La tragedia della Shoah è qualcosa che è ancora dentro ognuno di noi – hanno dichiarato ancora visibilmente commossi Daniele e Lea. Oggi però siamo contenti di poter raccontare la nostra testimonianza e non possiamo che ringraziare Calogero Marrone, Anna Sala, chi ci ha ospitato per 18 mesi e la comunità di Cunardo ai quali dobbiamo le nostre vite.

Daniele e Lea Nissim

Daniele e Lea erano originari di Padova e, tra il 1943 e il 1945, riuscirono a sfuggire alla cattura ed ai campi di concentramento, trovando rifugio nell’abitazione di una famiglia di Cunardo, un piccolo paese del varesotto adagiato tra le valli prealpine, grazie ai documenti d’identità falsi procurati dalla studentessa universitaria Anna Sala – “staffetta” partigiana del movimento “Giustizia e Libertà” – conosciuta qualche anno prima, durante il suo soggiorno a Venezia durante i suoi studi universitari presso Ca’ Foscari, ricevuti dal Capo dell’Ufficio Anagrafe del Comune di Varese Calogero Marrone poi arrestato dai tedeschi il 7 gennaio 1944 e morto di stenti a Dachau il 15 febbraio 1945.

Calogero Marrone

Proprio per questi gesti di esemplare umanità, Anna Sala e Calogero Marrone, rispettivamente nel 2000 e nel nel dicembre 2012, sono stati insigniti dell’alta onorificenza di “Giusto fra le Nazioni”, il massimo riconoscimento civile che lo Stato di Israele conferisce a chi, a repentaglio della propria vita non ha esitato a salvare individui di un’altra religione, ingiustamente perseguitati solo perché erano ebrei.
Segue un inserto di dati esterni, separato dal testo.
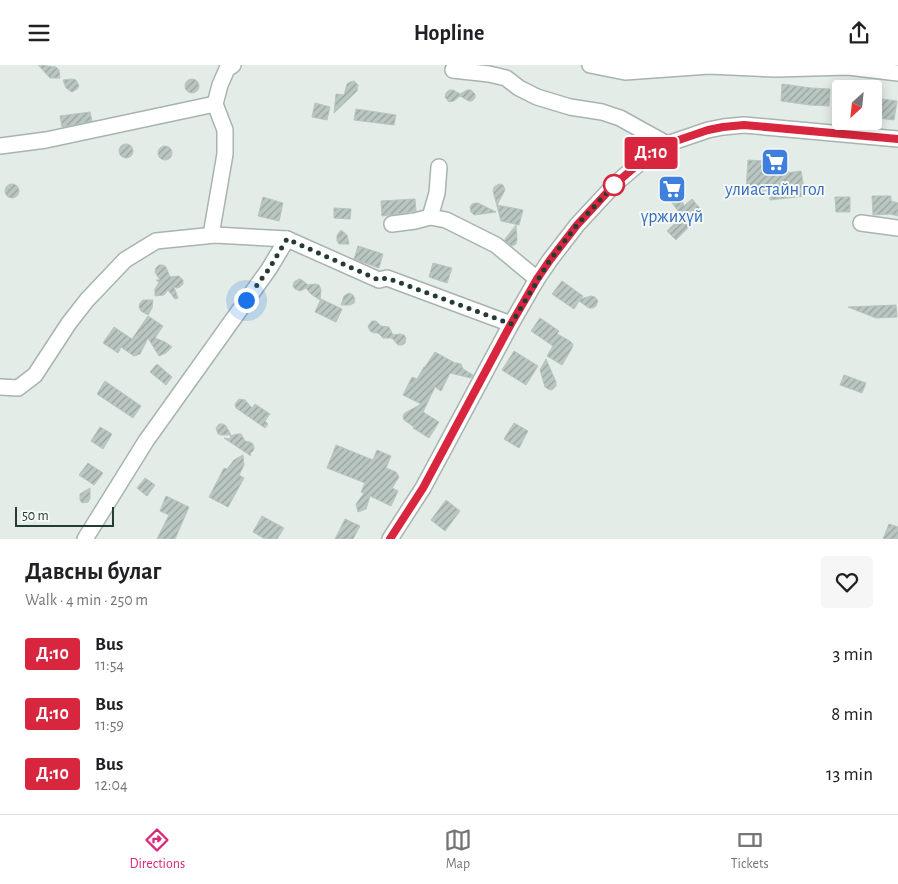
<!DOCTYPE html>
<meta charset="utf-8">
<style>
body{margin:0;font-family:"Alegreya Sans",sans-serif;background:#f6f6f6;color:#202124;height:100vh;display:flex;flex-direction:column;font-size:19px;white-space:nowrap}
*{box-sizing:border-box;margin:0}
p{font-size:16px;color:#757577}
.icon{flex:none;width:28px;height:28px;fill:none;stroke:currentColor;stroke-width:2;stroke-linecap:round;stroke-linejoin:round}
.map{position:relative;height:474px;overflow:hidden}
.side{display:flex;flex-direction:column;background:#fff;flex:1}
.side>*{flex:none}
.badge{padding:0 10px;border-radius:4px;font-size:18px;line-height:32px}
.needle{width:32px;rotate:207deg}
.tools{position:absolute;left:832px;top:15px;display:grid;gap:10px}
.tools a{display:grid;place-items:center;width:50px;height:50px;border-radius:5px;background:#fff;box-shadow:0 2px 12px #0003;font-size:25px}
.scale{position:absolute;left:15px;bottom:12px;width:99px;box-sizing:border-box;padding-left:5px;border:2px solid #253c35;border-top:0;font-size:14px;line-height:18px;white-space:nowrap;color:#253c35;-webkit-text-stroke:4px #f4f9f6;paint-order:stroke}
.you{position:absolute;width:25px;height:25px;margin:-12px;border:4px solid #fff;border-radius:50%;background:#1a73e8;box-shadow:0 0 0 8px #1a73e833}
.map>.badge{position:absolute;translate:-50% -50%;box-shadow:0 0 0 2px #fff}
.round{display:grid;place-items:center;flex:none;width:52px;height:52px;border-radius:5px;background:#f6f6f6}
.headline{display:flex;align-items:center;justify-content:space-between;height:85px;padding:0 25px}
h1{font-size:24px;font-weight:700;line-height:38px}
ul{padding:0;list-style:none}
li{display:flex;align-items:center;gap:15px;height:60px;padding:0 25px}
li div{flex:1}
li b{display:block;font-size:19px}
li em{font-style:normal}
li .badge{min-width:55px;font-weight:700;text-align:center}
header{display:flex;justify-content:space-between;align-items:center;height:65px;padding:0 25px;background:#fff;font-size:22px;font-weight:700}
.dock{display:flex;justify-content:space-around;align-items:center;height:70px;border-top:1px solid #e0e0e0;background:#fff;font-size:14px;color:#757577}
.dock a{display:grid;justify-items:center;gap:2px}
.dock .on{color:#db2777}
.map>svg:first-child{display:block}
.building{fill:url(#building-hatch);stroke:#b7c5bf}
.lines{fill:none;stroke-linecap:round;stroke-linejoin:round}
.minor-casing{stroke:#a7b4af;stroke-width:18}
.minor{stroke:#fff;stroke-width:15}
.line-casing{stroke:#fff;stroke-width:11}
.line{stroke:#d7263d;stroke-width:8}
.walk{stroke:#253c35;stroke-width:5;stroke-dasharray:0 9}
.stop-dot{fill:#fff;stroke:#d7263d;stroke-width:2.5}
.labels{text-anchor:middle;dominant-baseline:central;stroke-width:4;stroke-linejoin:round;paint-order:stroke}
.shop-label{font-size:18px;fill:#366cbe;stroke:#f4f9f6}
</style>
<header><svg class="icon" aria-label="menu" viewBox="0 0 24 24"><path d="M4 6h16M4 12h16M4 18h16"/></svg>Hopline<svg class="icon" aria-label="share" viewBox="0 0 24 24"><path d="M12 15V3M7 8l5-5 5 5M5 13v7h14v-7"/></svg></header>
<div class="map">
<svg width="898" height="474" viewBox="0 0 898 474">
<defs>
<pattern id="building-hatch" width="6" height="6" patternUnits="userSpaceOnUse" patternTransform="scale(1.25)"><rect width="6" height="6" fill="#bac6c1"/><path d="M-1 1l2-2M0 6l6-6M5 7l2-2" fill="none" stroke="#97a29e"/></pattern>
</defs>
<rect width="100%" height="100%" fill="#e4ece8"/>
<g class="building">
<polygon points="38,0 56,2 59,5 60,13 50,13"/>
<polygon points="72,14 76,15 79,21 77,24 72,27 66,23 63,15"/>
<circle cx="192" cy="21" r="7"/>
<polygon points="354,16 358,20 357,26 334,48 336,29 344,30 347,19 350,17"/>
<polygon points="782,19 811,23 830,24 829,41 810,40 781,36"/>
<polygon points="449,25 453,25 460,29 467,25 471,25 475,29 475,33 472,36 469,36 460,31 454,36 449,37 445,32 446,28"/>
<polygon points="881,34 897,36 894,55 878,53"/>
<polygon points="315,38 330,42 327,55 312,52"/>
<polygon points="356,44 396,50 394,60 354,55"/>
<polygon points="90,47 92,56 62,62 60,51"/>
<circle cx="126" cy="86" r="7"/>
<circle cx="165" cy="88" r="7"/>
<polygon points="748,95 765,96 764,111 801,106 805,131 770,135 769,128 746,127"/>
<polygon points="674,115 684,141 692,134 704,148 688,160 690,161 676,175 667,166 682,151 669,134 666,136 660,121"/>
<polygon points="499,119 503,120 505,125 497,140 523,145 519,160 501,156 493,126 494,122"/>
<circle cx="12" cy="126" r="7"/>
<polygon points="872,131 891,131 891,136 898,138 898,151 890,149 873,150"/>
<polygon points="263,132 283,138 279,156 258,151"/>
<polygon points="835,132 850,132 850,147 836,147"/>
<polygon points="415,134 416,146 382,151 381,136"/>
<polygon points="476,138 478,138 496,147 474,150 471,147 470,142 472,139"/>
<polygon points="334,143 351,144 350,154 334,153"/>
<polygon points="516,160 517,175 516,179 512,181 505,176 505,174"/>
<polygon points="341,165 347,170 349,179 339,179 337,176 337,170"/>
<polygon points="358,181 383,189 379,203 354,194"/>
<polygon points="433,198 452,203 447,218 429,212"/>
<polygon points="159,200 163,200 166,202 170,212 179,211 183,215 183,219 180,222 177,223 174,222 178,233 175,234 168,225 164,230 155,231 155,224 159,217 156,215 160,215 155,207 156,203"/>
<polygon points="299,214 302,215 308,220 315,219 319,220 321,225 320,235 311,229 306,223 300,226 295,224 293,221 294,217"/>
<polygon points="562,216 583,231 581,234 591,231 595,232 598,236 596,241 593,243 589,243 579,236 574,244 552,229"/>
<polygon points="349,228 353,230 355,234 354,238 350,240 341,240 344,231"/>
<polygon points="321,234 342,244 336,257 315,247"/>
<polygon points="143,235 153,235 152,243 148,250 141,246 139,242 140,238"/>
<polygon points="896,240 897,252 876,253 848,242"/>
<polygon points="148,251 163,261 155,273 165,277 172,282 166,288 159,291 148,273 140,289 134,291 121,282 118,288 103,278 114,262 132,274"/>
<polygon points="540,253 559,266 557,269 570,276 573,279 572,283 562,300 547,291 553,281 531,266"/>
<polygon points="372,256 376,256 381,261 389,262 393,270 400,269 404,270 406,273 405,278 402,280 398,280 392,273 383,273 378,268 374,268 370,266 368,261"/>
<polygon points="514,286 538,301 526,320 502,305"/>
<polygon points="435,287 455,298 457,298 461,299 463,304 473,310 471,313 450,308 441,326 435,322 423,347 439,357 429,373 413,363 414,362 404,355 403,351 405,348 421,339 403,330 412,312 417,314 424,302 425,302"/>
<polygon points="546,294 556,317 556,321 552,325 548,324 545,322 540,305"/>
<polygon points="157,299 172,312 166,320 150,307"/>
<polygon points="844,310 866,318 862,328 840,320"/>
<polygon points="105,316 141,341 133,353 97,329"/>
<polygon points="239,334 245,335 252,343 255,339 270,349 265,356 268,359 265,363 236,343 235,339"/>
<polygon points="514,358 528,366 519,383 504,374"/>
<polygon points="219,359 223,359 226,361 231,370 221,370 218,369 216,363"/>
<polygon points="100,362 112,369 103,384 91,376"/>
<polygon points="237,369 241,369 245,376 250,377 253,379 254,383 253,386 250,388 251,391 224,373 231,374 230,371"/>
<polygon points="336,380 373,395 377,385 391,391 386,403 396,407 399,412 392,423 398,426 391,441 370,431 366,444 358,447 356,439 364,428 361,427 365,418 327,403"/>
<polygon points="243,390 244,400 239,410 244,413 228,442 209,432 224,403 227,404 234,395"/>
<polygon points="88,398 103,408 94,420 79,410"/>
<polygon points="145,413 155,420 147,431 137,423"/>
<polygon points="90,423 90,434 88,437 82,438 80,435 80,429"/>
<polygon points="166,431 189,442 175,474 157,474 169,450 160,446"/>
<polygon points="446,435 460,446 445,466 431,455"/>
<polygon points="262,451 284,463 277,474 265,474 253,467"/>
<polygon points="345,454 360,461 353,474 335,474"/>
<polygon points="889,459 898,462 898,474 883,474"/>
</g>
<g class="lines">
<g class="minor-casing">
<g id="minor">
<polyline points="590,0 625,7 709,1 776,4 848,2 898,8"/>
<polyline points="453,5 489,9 506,13 519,23 537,32 570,42 602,47 620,53 667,79"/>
<polyline points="0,81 46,75 215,39"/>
<polyline points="430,152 437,128 439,102"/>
<polyline points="861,158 898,163"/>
<polyline points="392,159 415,156 430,152 446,155 496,180 537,214"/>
<polyline points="211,170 225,89 225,65 215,39 220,20 227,4 233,0"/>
<polyline points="0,322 18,323 35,310 69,258 87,235 125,195 156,176 215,170 287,174"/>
<polyline points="85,474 146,376 269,204 287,174 379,215 387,213 511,259"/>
<polyline points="390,474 423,423 511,259 537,214 550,195 577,160 615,119 649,90 667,79 708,65 723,62 744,60 898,74"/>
</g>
</g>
<use href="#minor" class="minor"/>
</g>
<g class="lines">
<g class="line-casing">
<polyline id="line" points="390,474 423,423 511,259 537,214 550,195 577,160 615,119 649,90 667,79 708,65 723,62 744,60 898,74"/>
</g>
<use href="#line" class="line"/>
<polyline class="walk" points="246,235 269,204 287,174 379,215 387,213 511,259 550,195 577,160 615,119 614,120"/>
</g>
<defs>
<g id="supermarket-square" transform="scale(1.4375)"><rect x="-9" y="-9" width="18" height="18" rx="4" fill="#3f7fe0" stroke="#f4f9f6"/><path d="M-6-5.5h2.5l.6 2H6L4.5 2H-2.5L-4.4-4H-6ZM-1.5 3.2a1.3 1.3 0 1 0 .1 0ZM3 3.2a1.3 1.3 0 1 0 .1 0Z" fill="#fff"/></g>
</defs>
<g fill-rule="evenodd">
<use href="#supermarket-square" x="775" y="97"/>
<use href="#supermarket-square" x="672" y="124"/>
</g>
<circle class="stop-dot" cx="614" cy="120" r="10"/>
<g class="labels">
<g class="shop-label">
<text x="775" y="125">улиастайн гол</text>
<text x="672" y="152">үржихүй</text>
</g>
</g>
</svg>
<div class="tools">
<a><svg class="needle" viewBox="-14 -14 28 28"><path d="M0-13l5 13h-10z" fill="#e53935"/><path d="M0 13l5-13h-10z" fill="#757577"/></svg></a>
</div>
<div class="scale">50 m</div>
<div class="you" style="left:246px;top:235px"></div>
<b class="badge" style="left:651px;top:88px;background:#d7263d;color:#fff">Д:10</b>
</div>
<section class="side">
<div class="headline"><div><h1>Давсны булаг</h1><p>Walk · 4 min · 250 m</p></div><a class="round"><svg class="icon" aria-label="heart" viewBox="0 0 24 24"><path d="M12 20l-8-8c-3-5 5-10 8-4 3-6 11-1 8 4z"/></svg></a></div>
<ul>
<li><span class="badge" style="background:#d7263d;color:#fff">Д:10</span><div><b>Bus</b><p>11:54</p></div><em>3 min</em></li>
<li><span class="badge" style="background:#d7263d;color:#fff">Д:10</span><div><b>Bus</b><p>11:59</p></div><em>8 min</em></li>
<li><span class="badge" style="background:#d7263d;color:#fff">Д:10</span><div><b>Bus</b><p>12:04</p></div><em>13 min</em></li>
</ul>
</section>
<nav class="dock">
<a class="on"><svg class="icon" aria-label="directions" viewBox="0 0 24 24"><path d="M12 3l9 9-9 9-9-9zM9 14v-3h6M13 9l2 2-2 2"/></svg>Directions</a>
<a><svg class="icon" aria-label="map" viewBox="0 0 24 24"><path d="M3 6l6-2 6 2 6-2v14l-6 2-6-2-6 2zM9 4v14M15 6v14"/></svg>Map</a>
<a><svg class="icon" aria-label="tickets" viewBox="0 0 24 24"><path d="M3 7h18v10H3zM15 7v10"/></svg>Tickets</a>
</nav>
Grazie a questo provvidenziale stratagemma Paolo Nissim divenne Ugo Marinelli “sfollato” proveniente da Campobasso, Gemma Levi divenne Ida Rovelli vedova Torneamenti di Caserta, Ada e Anna Levi rispettivamente Ada e Anna Torneamenti, mentre Lea e Daniele Nissim assunsero la nuova identità di Lea e Daniele Marinelli. Tutte località sicure perché essendo occupate dagli Alleati i nazifascisti non avrebbero potuto effettuare dei controlli.

Avevo quattro anni – ricorda sul filo della memoria Lea Nissim – e giocavo con le vicine di casa più grandi di me, eravamo arrivati in paese da poco, ricordo ancora la notte in cui qualcuno scese le scale, con la candela e le ombre lunghe che mettevano paura. Le amiche mi chiedevano di dove fossi, e io rispondevo: “Di Padova, ma mamma e papà hanno detto di dire che sono di Caserta”.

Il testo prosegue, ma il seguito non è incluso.